$14.2 million for train station upgrades results in safety concerns

TEMP ORARY November 12, 2011 0

Plans to restore the Lancaster Train Station’s former aesthetic glory have been in the works since 1998, but the struggle for funding prevented work from beginning until 2009. Since the announcement of the renovations, the station’s popularity has increased, and citizens of the county are excited to see the final product. Recent revelations brought this excitement to a halt, however.

“The Lancaster Train Station could be a true asset and a valuable tool in the promotion of community and economic development,” states the official position statement from the Board of Directors of the Economic Development Company of Lancaster County. “Instead, the facility has a dreadful appearance, obsolete public facilities and lacks modern enhancements to provide for safe and effective transport of travelers and visitors to Lancaster. The Lancaster community cannot afford to present such a bad impression to the tourists and businesspeople we hope to attract here.”

The station lacks an updated appearance even after the investment of $14.2 million for improvements.

Parties involved in the renovations are being pressed for answers– why are extra parking spaces and a new exterior paint job being made priorities when the dilapidation of the station’s interior is of equal, if not greater concern? A leaking roof and consequently stained and damaged ceiling tiles and walls cause safety concerns, and provide no comfort to patrons.

Carelessness and assumptions are partially to blame. According to the Intelligencer Journal/Lancaster New Era, “Some officials just assumed that a project of this magnitude would include improvements to the interior and never questioned whether they would be done.” Further, an official who wished to remain anonymous stated how the initial public proposals included improvements to the building’s interior, but when the construction contracts were signed, “all mention of interior work [had been] removed from the final documents.”

“My first thought when I entered the station was that it looked sketchy,” first-year Elizabethtown College student and frequent train commuter Robyn Baldwin said.“If I had the option of avoiding the Lancaster Train Station altogether when I’m traveling, I would.”

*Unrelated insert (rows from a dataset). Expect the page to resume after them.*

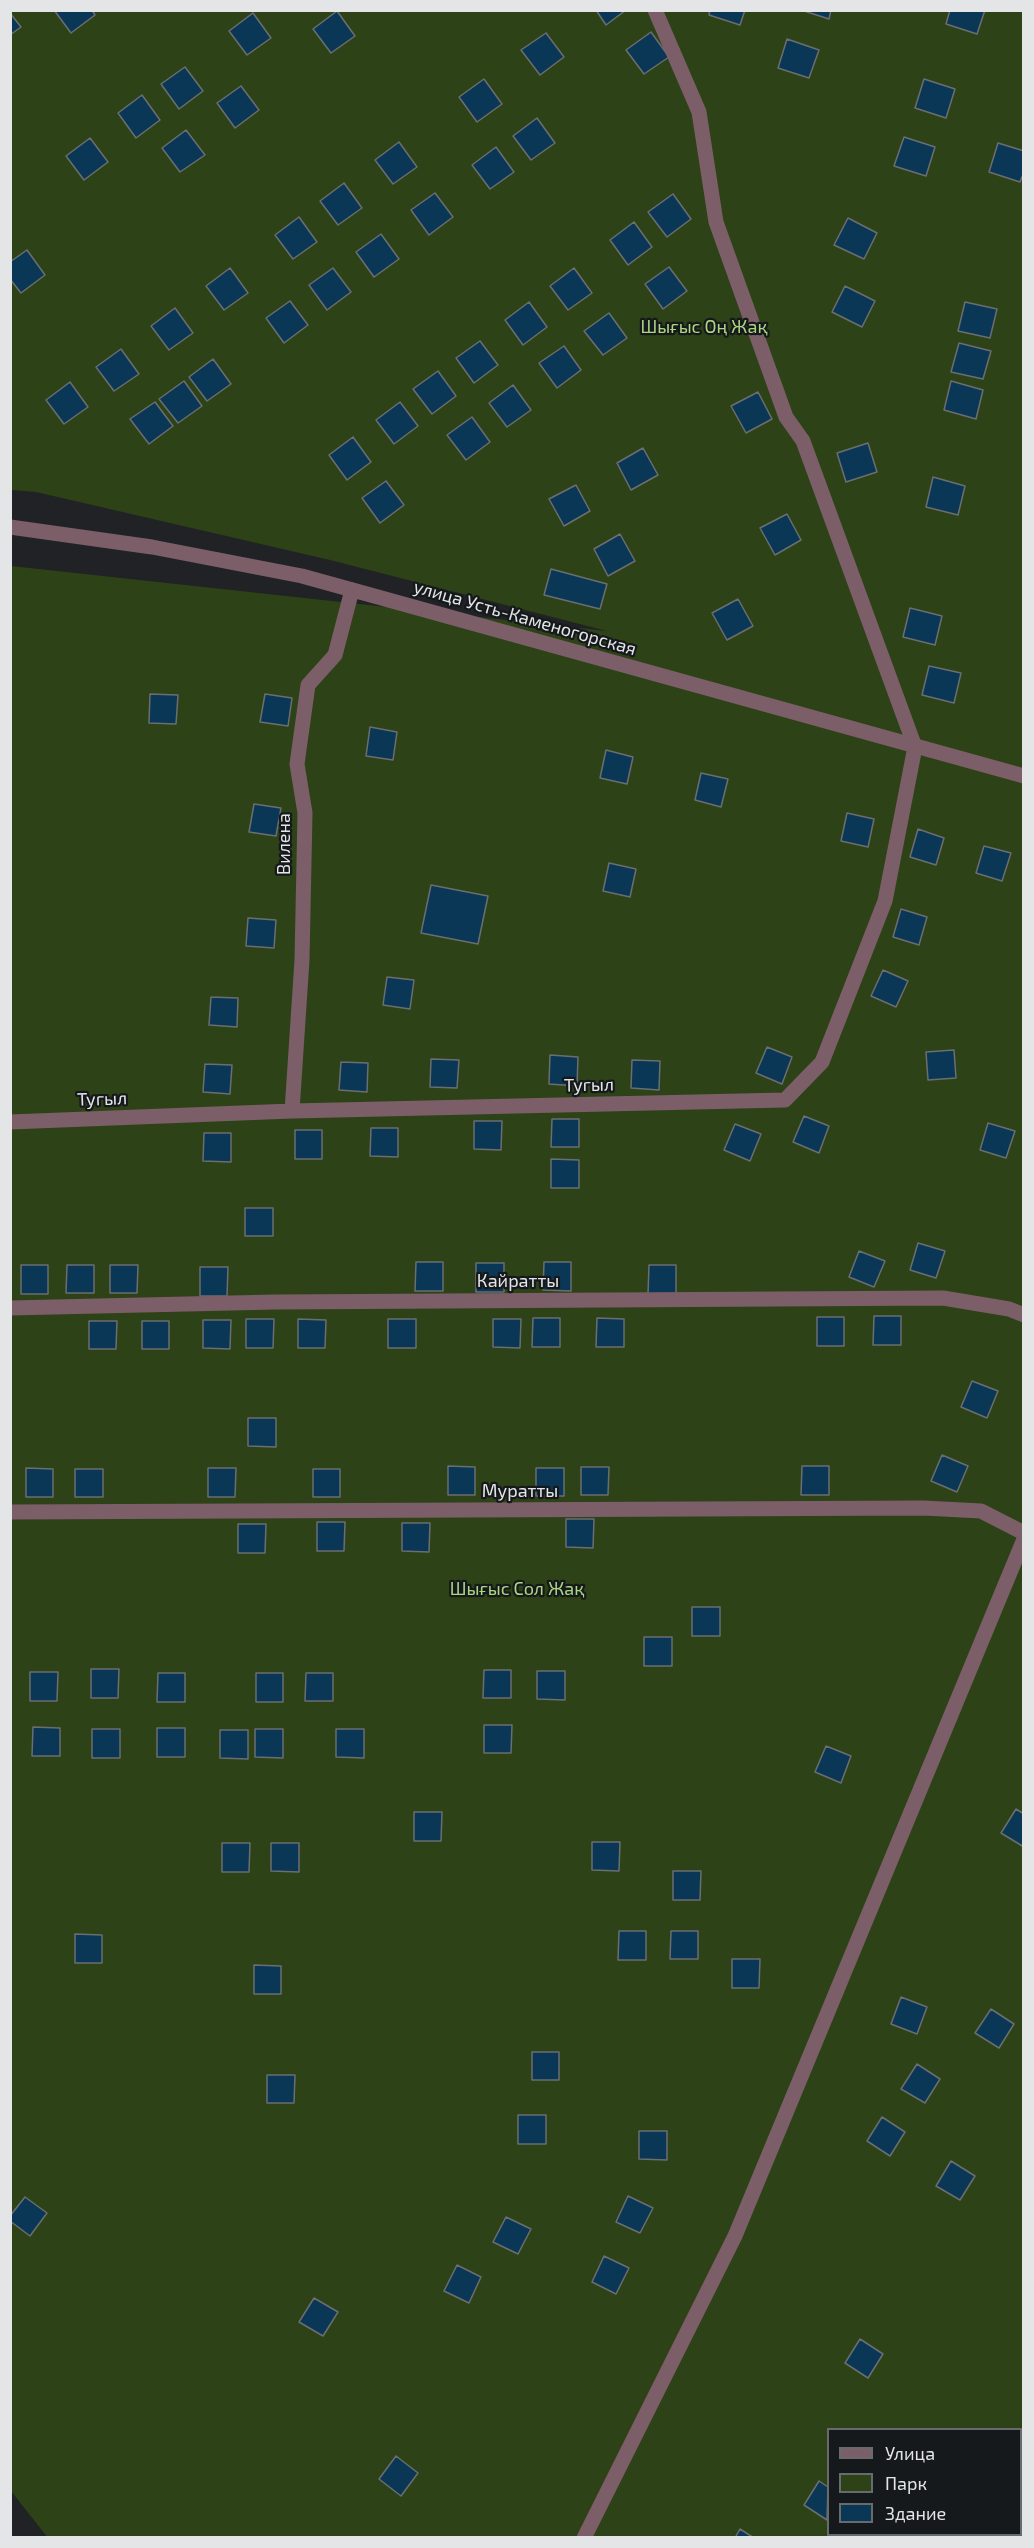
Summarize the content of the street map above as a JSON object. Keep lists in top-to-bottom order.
{
  "streets": {
    "street": [
      "улица Усть-Каменогорская",
      "Вилена",
      "Тугыл",
      "Кайратты",
      "Муратты"
    ]
  },
  "crossings": [
    ["улица Усть-Каменогорская", "Вилена"],
    ["улица Усть-Каменогорская", "Тугыл"],
    ["Вилена", "Тугыл"]
  ],
  "parks": ["Шығыс Оң Жақ", "Шығыс Сол Жақ"],
  "legend": ["Улица", "Парк", "Здание"]
}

This is exactly the kind of reaction the renovations were supposed to prevent. The 81-year-old train station is historical, and “has been referred to as a potential ‘jewel’ in our community,” John Reed and Robert Shoemaker, chair and president respectively of Lancaster Alliance said, in a memo to culpable parties. They go on to demand a reevaluation of the project to achieve what they call “100% completion.”

The problem now is where the money for the remainder of the repairs will come from, and how quickly the work can be accomplished. If amendments to the contract with the current contractors are not finalized before December, the project could take another year, estimates Terry Kauffman, president of the Lancaster County Transportation Authority.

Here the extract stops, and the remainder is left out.